Ozempic users notice a change in their face — and it costs them an arm and a leg.
Patients who inject themselves with an anti-diabetic drug to lose weight have found themselves with “Ozempic face” – gaunt, puffy cheeks and loose, sagging skin around their jaws.
Trying to avoid plastic surgery to fix their new sagging faces, sufferers instead undergo repeated medical procedures – paying up to $10,000 a pop.
“It’s really hard to say exactly when I noticed my face changed,” Ozempica user Quenby Erickson, who lost 45 pounds in seven months on the drug, told the Post.
“It was gradual. You just think it’s weight loss, and then you start looking at your mirror like, “Wait a minute, my skin is looser now than it was before. I’ve aged a lot in a few months.”
Erickson, 51, a Chicago resident who is also a dermatologist, started taking Ozempiz in August 2022 for post-pregnancy weight loss.
In May, she had her staff at Erickson Cosmetic Dermatology & Lifestyle Medicine treat her with Sofwave, a $2,000 to $3,000 ultrasound treatment that reduces lines and wrinkles by heating and remodeling facial collagen.
Dermatologist Marina Peredo, who owns Skinfluence on the Upper East Side and Dick Hills, explained what causes sagging skin.
“Because the weight loss happens in a very short period of time, the skin doesn’t have time to catch up, so you have a lot of people who look thin,” she said.
In addition to Sofwave, which needs to be repeated once or twice a year, Peredo also treats his Ozempic patients with Morpheus8, a micro-needling procedure that stimulates collagen to tighten and smooth wrinkles.
“Think of it like hot needles,” she said. “It costs $800 to $1,000 per treatment, and you usually need a series of three.”
Those “not quite ready for a face lift” after Ozempic opt for three procedures: AccuTite, which focuses on the upper part of the face; FaceTite, which works on the jaw line and neck; and liposuction, a trio that clocks in at a whopping $10,000.
AccuTite and FaceTite use a metal probe that “goes under the skin and tightens it from the inside,” Peredo said.
Patients also combine these procedures with hyaluronic fillers from $3,500 to $9,000. “We have to inflate that sagging by putting fillers in the cheeks, temples and jawline,” she said.

She advises her patients to start corrective work at the same time they start Ozempic.
“Otherwise, if there’s a lot of weight loss, they may have to go under the knife,” she said.

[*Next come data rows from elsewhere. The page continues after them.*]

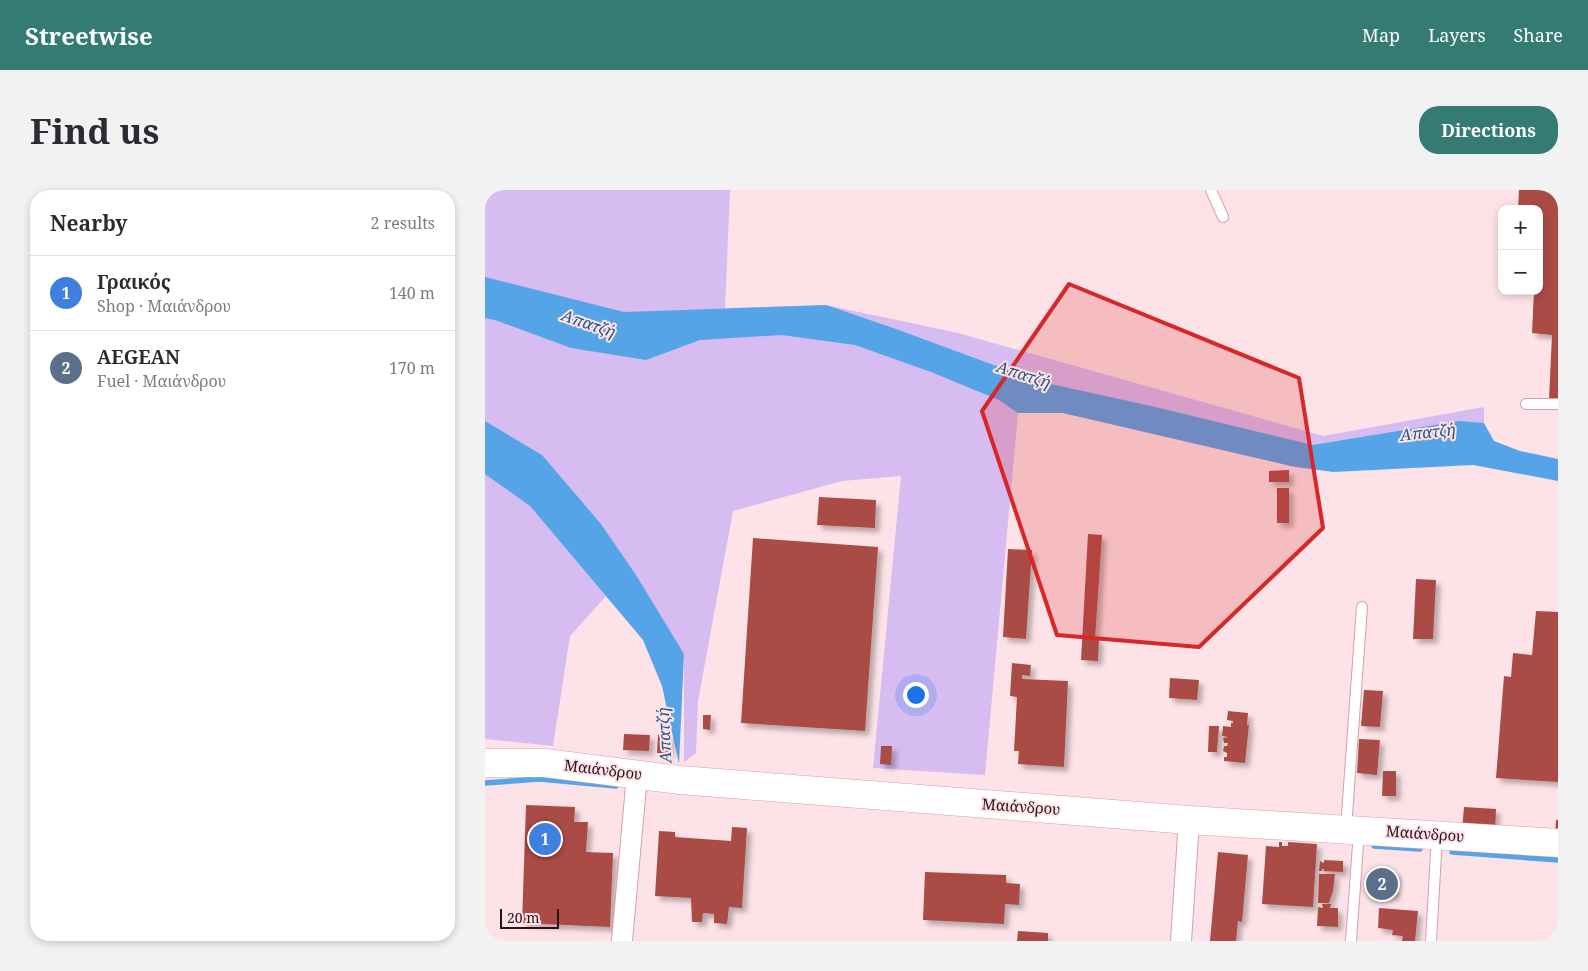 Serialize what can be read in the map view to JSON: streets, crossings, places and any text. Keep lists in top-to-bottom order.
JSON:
{
  "streets": {
    "main road": ["Μαιάνδρου"]
  },
  "water": ["Απατζή"],
  "scale_bar": "20 m",
  "page": {
    "header": "Streetwise",
    "nav": ["Map", "Layers", "Share"],
    "buttons": "Directions",
    "title": "Find us",
    "heading": ["Nearby", "2 results"],
    "map_buttons": ["+", "−"],
    "list": [
      {
        "mark": "1",
        "name": "Γραικός",
        "note": "Shop · Μαιάνδρου",
        "value": "140 m"
      },
      {
        "mark": "2",
        "name": "AEGEAN",
        "note": "Fuel · Μαιάνδρου",
        "value": "170 m"
      }
    ],
    "pins": ["1", "2"],
    "scale": "20 m"
  }
} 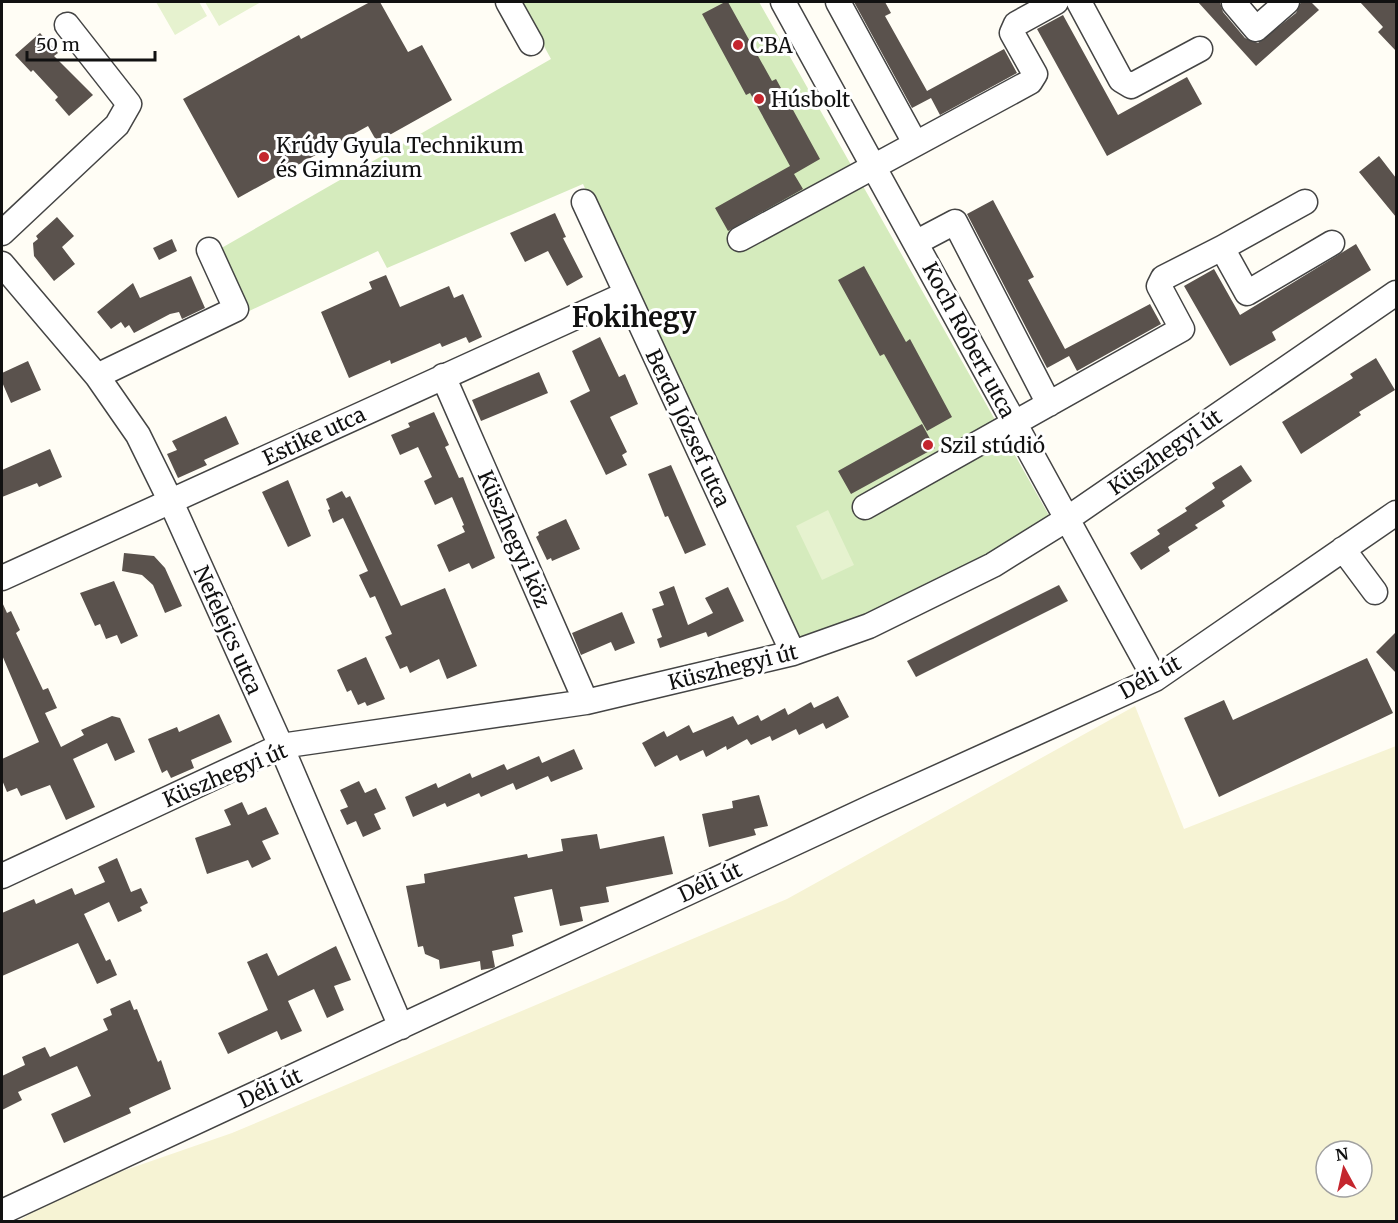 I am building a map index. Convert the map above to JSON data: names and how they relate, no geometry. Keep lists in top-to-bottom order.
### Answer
{
  "streets": {
    "street": [
      "Koch Róbert utca",
      "Berda József utca",
      "Estike utca",
      "Küszhegyi út",
      "Küszhegyi köz",
      "Nefelejcs utca",
      "Déli út"
    ]
  },
  "crossings": [
    ["Koch Róbert utca", "Küszhegyi út"],
    ["Koch Róbert utca", "Déli út"],
    ["Berda József utca", "Estike utca"],
    ["Berda József utca", "Küszhegyi út"],
    ["Estike utca", "Küszhegyi köz"],
    ["Estike utca", "Nefelejcs utca"],
    ["Küszhegyi út", "Küszhegyi köz"],
    ["Küszhegyi út", "Nefelejcs utca"],
    ["Nefelejcs utca", "Déli út"]
  ],
  "districts": ["Fokihegy"],
  "places": [
    "CBA",
    "Húsbolt",
    "Krúdy Gyula Technikum és Gimnázium",
    "Szil stúdió"
  ],
  "scale_bar": "50 m",
  "north": "top"
} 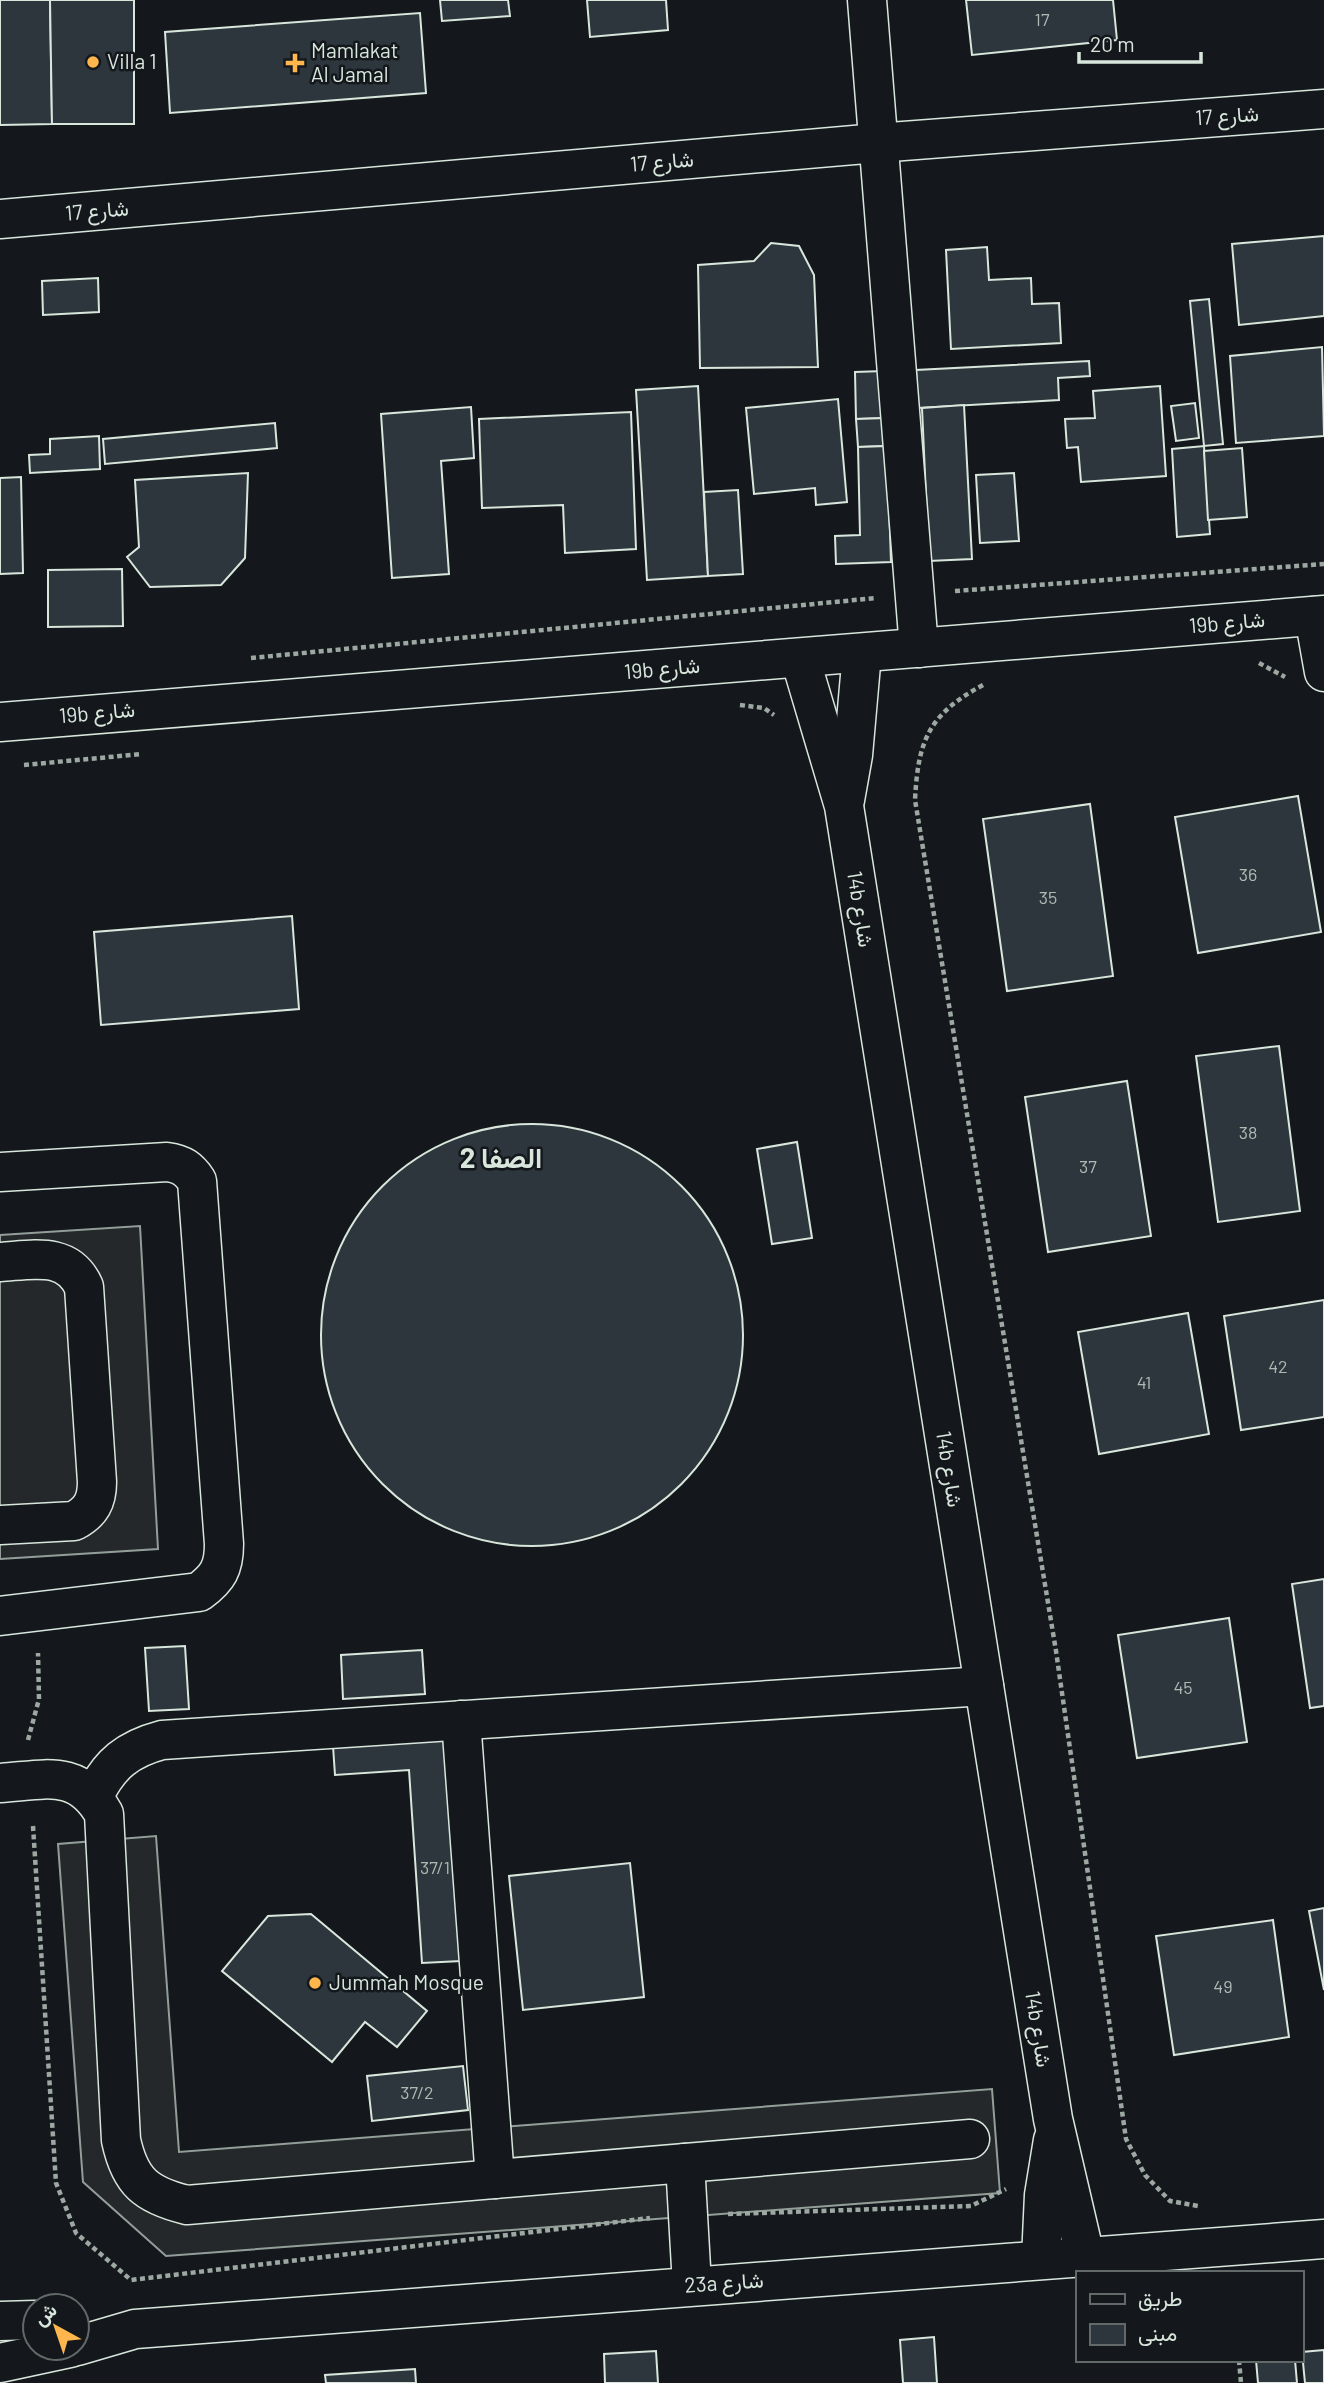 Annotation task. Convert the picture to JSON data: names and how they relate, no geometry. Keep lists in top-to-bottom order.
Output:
{
  "streets": {
    "street": [
      "شارع 17",
      "19b شارع",
      "14b شارع",
      "23a شارع"
    ]
  },
  "crossings": [
    ["19b شارع", "14b شارع"],
    ["14b شارع", "23a شارع"]
  ],
  "districts": ["الصفا 2"],
  "places": {
    "other": ["Villa 1", "Jummah Mosque"],
    "health": ["Mamlakat Al Jamal"]
  },
  "house_numbers": [
    "17",
    "36",
    "35",
    "38",
    "37",
    "42",
    "41",
    "45",
    "37/1",
    "49",
    "37/2"
  ],
  "legend": ["طريق", "مبنى"],
  "scale_bar": "20 m",
  "north": "top left"
} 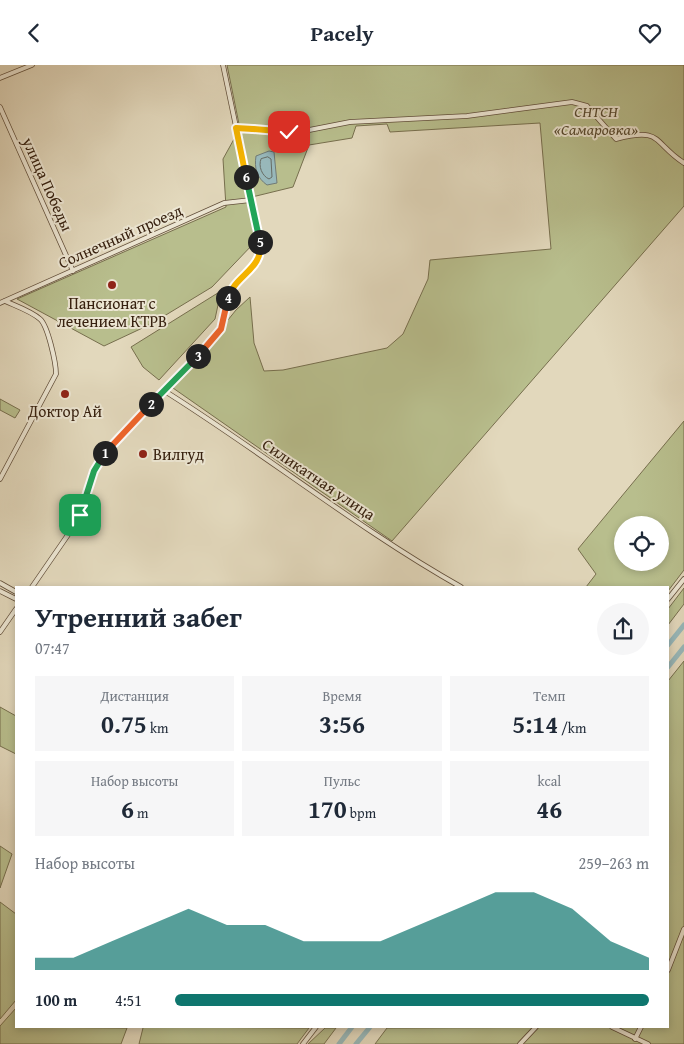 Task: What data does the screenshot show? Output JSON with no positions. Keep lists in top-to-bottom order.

Pered’s longtime patient Kathleen Colon, who started Ozempic in July 2021 after rapidly gaining weight due to menopause, received Sofwave, Morpheus8 and AccuTite.
Colon, 57, of Long Island, was worried about how her face would change, so she started getting the procedures just months after she started taking Ozempiz.
“I’m very sensitive about my lower face,” said Colon, who lost 45 pounds over a two-year period. “When you lose weight, it ages you, so I was worried about that.
Colon will likely have to repeat expensive procedures since he’s still on Ozempic — with another weight loss goal in mind.
“I have about 20 pounds that I would like to lose,” she said. “My daughter’s wedding is coming up, and I bought my dress in Paris.”